Saved entries
+ + +

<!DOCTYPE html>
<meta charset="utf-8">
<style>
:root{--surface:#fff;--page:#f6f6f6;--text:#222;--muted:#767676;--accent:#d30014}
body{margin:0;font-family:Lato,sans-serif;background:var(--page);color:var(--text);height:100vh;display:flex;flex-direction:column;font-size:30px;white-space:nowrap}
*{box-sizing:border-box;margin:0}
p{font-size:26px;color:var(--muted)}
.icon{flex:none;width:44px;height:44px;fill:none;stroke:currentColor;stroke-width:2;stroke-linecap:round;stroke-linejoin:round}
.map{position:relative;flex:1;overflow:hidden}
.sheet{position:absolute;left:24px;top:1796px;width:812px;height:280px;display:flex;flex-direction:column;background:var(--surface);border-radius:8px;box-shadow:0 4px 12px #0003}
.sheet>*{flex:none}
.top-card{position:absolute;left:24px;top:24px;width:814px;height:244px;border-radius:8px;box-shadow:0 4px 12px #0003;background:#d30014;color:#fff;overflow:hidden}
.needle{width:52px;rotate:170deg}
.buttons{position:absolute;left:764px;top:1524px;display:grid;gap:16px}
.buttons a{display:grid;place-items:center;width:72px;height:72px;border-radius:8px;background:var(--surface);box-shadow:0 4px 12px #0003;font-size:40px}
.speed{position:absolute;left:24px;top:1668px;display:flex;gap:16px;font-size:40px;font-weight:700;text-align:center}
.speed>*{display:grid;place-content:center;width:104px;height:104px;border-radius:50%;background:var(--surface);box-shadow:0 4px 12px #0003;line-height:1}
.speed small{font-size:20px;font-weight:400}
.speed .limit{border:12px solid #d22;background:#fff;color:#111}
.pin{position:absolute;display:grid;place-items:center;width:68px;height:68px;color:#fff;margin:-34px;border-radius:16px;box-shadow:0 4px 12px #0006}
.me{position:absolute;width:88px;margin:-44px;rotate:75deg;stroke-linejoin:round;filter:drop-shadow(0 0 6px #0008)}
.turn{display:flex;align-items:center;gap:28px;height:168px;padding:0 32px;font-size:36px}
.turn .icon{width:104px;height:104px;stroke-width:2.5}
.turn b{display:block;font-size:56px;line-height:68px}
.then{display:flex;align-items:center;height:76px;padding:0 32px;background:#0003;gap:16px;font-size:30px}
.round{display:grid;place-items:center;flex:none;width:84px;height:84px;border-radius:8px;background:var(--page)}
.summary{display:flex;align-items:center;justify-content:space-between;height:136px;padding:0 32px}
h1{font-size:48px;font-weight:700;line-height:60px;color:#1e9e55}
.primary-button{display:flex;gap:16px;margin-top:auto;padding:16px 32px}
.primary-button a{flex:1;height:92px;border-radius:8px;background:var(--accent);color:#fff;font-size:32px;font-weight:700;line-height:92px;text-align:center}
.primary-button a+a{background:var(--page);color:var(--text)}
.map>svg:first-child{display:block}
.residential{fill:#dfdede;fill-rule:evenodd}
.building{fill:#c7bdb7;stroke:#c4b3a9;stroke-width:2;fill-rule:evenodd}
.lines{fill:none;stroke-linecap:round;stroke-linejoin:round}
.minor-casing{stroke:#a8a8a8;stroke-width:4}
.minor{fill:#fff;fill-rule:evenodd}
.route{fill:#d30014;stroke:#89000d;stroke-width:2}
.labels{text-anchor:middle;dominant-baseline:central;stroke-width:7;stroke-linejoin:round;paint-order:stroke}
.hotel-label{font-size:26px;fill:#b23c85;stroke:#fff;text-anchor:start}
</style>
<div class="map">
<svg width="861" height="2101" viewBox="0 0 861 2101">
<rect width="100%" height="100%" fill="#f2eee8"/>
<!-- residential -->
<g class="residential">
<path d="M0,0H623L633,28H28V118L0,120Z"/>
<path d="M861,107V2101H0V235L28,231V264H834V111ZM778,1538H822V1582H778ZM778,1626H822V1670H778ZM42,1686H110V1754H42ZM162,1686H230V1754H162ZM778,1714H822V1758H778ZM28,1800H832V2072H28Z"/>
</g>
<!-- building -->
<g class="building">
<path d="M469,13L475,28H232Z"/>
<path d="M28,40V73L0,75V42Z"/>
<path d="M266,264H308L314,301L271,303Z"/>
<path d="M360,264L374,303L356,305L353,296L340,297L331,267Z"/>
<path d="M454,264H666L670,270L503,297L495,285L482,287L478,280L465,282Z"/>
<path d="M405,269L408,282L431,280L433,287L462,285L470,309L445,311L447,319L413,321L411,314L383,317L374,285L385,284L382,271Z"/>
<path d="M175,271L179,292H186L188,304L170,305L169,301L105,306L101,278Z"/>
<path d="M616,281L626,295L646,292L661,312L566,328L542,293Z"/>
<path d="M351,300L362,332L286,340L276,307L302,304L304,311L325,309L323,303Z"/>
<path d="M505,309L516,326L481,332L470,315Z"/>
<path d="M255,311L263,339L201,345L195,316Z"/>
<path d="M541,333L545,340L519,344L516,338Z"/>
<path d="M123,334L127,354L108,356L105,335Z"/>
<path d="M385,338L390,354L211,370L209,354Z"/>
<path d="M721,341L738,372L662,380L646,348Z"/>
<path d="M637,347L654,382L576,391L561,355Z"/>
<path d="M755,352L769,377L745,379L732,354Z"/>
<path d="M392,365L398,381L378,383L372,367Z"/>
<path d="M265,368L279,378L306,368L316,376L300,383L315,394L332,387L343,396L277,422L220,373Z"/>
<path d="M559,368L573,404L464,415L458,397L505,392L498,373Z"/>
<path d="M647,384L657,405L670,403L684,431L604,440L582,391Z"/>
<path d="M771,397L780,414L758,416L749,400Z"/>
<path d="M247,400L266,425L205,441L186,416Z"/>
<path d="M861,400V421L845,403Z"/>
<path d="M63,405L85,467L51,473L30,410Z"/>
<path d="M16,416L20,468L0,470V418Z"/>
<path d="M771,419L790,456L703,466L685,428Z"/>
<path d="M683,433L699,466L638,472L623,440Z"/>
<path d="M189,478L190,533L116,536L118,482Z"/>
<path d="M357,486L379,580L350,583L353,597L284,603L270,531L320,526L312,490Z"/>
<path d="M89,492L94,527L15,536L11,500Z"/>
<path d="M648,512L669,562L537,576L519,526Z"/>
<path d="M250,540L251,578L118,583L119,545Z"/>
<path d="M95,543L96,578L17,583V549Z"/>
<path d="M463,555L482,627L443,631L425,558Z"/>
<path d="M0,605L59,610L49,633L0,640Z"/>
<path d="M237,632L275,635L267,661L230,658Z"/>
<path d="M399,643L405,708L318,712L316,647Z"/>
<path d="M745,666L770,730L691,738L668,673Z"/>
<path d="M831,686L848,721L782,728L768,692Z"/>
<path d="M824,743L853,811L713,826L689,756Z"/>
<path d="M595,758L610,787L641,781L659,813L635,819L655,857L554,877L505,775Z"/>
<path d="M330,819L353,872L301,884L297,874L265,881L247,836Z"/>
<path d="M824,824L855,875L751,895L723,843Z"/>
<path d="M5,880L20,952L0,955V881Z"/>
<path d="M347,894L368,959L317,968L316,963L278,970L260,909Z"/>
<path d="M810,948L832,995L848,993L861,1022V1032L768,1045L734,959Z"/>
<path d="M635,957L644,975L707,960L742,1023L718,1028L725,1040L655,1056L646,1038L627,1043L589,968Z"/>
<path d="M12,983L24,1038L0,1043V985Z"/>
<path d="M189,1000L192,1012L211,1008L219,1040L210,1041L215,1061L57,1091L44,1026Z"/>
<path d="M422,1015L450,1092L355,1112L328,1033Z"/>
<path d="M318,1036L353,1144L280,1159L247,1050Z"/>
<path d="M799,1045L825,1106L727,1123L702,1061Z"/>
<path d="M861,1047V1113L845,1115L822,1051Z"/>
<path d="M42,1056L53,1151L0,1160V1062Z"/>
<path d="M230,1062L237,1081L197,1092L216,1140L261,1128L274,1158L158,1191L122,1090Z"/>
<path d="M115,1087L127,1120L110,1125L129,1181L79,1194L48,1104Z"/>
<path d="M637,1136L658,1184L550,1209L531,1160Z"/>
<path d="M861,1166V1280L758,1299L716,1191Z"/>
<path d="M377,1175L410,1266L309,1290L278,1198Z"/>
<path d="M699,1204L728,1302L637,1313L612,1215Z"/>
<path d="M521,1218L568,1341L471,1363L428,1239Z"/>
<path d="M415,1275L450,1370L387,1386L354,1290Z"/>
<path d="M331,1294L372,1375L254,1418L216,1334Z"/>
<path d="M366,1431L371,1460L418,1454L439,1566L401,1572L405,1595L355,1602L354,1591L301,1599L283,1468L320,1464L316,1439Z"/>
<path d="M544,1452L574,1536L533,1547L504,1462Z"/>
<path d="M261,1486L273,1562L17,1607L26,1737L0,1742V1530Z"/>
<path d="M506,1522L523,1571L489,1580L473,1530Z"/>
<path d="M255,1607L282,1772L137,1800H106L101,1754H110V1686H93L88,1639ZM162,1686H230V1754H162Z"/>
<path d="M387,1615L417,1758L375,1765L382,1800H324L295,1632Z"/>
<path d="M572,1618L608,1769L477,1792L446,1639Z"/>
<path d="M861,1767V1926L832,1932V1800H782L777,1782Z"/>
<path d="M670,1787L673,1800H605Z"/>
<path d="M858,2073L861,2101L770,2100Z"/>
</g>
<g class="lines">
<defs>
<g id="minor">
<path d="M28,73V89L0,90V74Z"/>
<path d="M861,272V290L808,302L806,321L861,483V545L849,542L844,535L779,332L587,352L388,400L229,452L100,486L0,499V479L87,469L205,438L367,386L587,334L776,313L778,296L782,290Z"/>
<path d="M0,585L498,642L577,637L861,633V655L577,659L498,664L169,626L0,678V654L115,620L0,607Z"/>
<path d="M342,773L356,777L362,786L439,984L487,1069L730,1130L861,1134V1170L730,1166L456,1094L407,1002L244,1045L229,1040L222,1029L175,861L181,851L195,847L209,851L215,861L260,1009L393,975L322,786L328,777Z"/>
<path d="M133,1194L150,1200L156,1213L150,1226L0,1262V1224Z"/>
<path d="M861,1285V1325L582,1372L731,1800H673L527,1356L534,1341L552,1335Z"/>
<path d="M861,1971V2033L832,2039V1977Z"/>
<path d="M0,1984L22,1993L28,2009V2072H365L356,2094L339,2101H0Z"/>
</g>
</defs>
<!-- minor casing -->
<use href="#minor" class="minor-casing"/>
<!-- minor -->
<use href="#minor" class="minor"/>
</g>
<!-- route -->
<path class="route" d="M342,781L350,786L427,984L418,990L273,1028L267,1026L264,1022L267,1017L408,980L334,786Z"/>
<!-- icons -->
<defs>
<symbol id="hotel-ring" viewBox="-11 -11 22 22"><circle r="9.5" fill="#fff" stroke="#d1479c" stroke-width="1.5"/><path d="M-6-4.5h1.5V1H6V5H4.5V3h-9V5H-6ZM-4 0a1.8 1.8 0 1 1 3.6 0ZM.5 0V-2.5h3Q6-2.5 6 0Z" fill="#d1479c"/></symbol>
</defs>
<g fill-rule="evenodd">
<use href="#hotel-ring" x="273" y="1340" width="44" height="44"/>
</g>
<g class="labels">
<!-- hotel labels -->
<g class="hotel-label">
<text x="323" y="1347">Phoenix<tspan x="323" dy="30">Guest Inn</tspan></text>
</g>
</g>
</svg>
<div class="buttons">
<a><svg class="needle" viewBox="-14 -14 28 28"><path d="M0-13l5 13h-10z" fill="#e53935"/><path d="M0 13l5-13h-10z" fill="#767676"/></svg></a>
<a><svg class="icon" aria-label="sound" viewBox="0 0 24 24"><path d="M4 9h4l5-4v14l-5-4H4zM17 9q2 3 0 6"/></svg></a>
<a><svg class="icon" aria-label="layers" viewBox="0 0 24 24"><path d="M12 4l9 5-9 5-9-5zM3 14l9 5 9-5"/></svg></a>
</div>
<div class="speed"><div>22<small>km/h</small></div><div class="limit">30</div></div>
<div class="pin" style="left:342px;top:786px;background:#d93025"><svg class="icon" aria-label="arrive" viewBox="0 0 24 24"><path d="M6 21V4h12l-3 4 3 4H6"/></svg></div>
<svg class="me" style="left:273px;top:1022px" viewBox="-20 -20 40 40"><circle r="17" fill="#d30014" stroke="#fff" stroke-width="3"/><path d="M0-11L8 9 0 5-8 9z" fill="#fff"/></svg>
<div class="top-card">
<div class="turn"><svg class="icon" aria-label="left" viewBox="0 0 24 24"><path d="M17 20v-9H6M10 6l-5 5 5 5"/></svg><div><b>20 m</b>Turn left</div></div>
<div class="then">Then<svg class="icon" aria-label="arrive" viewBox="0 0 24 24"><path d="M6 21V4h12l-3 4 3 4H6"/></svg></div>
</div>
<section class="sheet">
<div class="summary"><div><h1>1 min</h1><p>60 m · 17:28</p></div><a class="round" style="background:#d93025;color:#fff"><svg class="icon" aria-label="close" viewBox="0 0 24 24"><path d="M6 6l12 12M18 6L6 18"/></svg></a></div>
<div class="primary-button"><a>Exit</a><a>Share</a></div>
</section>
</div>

+ + +

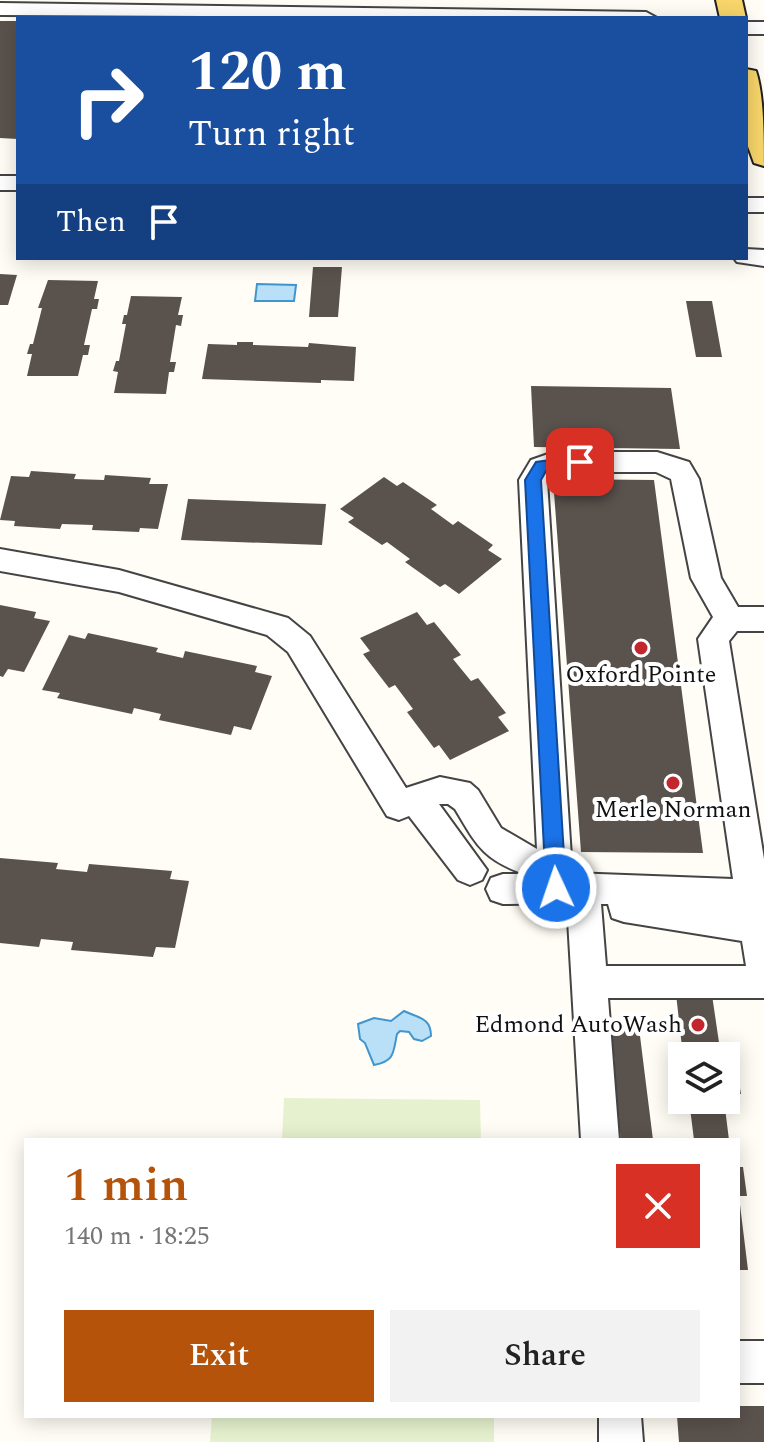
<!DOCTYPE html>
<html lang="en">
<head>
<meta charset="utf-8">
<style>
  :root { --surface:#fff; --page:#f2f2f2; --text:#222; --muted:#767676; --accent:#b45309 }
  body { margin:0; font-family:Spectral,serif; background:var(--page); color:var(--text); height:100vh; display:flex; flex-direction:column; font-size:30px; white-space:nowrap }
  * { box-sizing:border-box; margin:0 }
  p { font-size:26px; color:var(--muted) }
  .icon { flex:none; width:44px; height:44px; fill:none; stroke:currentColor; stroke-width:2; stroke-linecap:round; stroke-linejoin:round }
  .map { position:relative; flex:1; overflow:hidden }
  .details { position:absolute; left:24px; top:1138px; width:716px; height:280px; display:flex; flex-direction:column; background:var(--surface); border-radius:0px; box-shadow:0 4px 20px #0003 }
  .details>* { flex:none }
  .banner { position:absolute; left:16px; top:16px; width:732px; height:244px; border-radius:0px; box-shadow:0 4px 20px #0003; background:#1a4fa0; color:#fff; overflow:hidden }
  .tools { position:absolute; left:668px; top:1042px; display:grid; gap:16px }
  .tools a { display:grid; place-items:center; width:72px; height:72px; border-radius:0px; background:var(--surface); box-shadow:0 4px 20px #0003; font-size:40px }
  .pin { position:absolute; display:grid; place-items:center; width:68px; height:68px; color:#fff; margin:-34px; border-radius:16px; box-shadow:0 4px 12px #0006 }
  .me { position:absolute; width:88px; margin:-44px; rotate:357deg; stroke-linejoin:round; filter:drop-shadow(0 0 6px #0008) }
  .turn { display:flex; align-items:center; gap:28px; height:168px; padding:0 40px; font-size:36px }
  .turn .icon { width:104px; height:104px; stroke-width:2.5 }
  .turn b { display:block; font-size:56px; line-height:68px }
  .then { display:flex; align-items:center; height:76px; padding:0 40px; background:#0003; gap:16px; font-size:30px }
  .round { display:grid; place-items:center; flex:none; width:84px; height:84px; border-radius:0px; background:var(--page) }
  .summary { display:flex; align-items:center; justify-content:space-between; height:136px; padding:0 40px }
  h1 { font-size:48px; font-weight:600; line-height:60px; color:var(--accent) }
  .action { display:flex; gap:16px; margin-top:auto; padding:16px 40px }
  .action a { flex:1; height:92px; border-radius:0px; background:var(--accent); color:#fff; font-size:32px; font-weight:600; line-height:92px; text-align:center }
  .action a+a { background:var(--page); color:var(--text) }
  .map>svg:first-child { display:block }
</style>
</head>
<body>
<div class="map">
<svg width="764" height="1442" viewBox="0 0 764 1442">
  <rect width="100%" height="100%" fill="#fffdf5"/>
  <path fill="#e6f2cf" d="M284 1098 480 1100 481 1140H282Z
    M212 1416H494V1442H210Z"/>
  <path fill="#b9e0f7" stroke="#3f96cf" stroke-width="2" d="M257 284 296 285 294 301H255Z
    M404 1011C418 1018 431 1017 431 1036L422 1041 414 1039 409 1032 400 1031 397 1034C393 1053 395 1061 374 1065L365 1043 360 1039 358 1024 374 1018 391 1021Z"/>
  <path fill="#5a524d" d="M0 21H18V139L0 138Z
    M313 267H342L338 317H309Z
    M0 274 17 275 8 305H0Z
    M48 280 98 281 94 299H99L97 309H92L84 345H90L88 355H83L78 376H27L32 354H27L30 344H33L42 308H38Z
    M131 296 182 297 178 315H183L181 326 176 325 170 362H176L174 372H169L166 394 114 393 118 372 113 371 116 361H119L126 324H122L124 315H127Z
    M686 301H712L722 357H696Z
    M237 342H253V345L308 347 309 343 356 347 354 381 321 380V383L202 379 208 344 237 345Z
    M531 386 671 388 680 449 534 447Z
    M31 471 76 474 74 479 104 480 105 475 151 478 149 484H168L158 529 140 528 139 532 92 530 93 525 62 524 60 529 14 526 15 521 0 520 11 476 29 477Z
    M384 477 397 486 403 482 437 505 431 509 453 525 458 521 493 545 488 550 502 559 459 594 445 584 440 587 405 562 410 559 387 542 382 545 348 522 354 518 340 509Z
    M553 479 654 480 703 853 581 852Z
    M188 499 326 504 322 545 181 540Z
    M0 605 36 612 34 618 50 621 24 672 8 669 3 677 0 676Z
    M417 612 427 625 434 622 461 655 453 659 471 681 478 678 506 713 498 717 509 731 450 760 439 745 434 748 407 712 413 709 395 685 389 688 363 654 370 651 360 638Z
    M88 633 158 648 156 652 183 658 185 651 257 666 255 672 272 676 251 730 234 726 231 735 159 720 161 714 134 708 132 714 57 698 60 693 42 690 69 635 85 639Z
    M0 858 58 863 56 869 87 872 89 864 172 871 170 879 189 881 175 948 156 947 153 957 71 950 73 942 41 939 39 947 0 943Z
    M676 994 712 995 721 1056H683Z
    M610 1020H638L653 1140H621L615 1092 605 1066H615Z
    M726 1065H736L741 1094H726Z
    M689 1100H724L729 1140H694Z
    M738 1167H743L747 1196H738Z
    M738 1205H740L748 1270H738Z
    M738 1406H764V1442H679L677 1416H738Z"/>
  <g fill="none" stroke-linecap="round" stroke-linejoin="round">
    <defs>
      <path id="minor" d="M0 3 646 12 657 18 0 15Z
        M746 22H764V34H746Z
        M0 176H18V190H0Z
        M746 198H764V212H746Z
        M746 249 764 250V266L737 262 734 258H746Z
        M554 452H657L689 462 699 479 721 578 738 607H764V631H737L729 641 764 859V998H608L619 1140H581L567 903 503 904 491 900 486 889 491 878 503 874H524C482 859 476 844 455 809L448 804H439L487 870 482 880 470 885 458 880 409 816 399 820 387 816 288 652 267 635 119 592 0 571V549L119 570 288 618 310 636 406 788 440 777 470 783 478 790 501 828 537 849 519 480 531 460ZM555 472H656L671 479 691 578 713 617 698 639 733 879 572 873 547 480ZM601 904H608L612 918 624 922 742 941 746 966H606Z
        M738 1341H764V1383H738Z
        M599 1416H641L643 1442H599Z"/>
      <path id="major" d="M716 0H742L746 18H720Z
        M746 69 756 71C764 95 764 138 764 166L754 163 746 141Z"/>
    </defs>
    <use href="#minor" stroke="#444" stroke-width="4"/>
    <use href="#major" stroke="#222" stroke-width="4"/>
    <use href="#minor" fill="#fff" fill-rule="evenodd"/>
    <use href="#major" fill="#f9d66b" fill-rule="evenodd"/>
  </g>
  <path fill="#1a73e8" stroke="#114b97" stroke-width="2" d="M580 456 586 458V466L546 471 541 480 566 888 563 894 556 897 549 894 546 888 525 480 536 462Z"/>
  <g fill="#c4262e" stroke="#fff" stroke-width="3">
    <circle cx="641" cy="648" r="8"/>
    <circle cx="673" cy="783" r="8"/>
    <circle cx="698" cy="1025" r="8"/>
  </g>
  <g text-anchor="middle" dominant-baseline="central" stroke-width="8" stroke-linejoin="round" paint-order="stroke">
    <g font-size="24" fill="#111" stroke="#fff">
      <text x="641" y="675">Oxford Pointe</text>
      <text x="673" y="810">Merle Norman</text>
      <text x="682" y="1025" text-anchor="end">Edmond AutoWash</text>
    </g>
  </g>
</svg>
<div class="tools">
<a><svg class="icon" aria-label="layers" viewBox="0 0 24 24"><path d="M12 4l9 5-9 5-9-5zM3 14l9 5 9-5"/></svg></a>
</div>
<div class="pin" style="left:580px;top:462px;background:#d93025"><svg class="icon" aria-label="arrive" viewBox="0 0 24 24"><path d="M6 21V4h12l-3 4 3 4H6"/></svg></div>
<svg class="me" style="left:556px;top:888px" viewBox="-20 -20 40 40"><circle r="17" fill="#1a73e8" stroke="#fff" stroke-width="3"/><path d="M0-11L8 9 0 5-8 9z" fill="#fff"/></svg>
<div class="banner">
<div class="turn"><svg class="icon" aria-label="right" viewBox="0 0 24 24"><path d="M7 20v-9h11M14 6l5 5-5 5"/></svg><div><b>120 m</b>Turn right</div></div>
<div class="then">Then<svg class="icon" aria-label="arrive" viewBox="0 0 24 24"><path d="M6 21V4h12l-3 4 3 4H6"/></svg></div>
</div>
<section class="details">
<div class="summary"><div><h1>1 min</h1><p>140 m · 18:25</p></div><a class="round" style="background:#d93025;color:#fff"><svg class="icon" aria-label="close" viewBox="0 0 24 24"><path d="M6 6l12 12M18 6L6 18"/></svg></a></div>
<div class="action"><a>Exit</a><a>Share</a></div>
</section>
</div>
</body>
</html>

+ + +

Task for the records above: copy every line in which the word "linecap" occurs.

.icon{flex:none;width:44px;height:44px;fill:none;stroke:currentColor;stroke-width:2;stroke-linecap:round;stroke-linejoin:round}
.lines{fill:none;stroke-linecap:round;stroke-linejoin:round}
  .icon { flex:none; width:44px; height:44px; fill:none; stroke:currentColor; stroke-width:2; stroke-linecap:round; stroke-linejoin:round }
  <g fill="none" stroke-linecap="round" stroke-linejoin="round">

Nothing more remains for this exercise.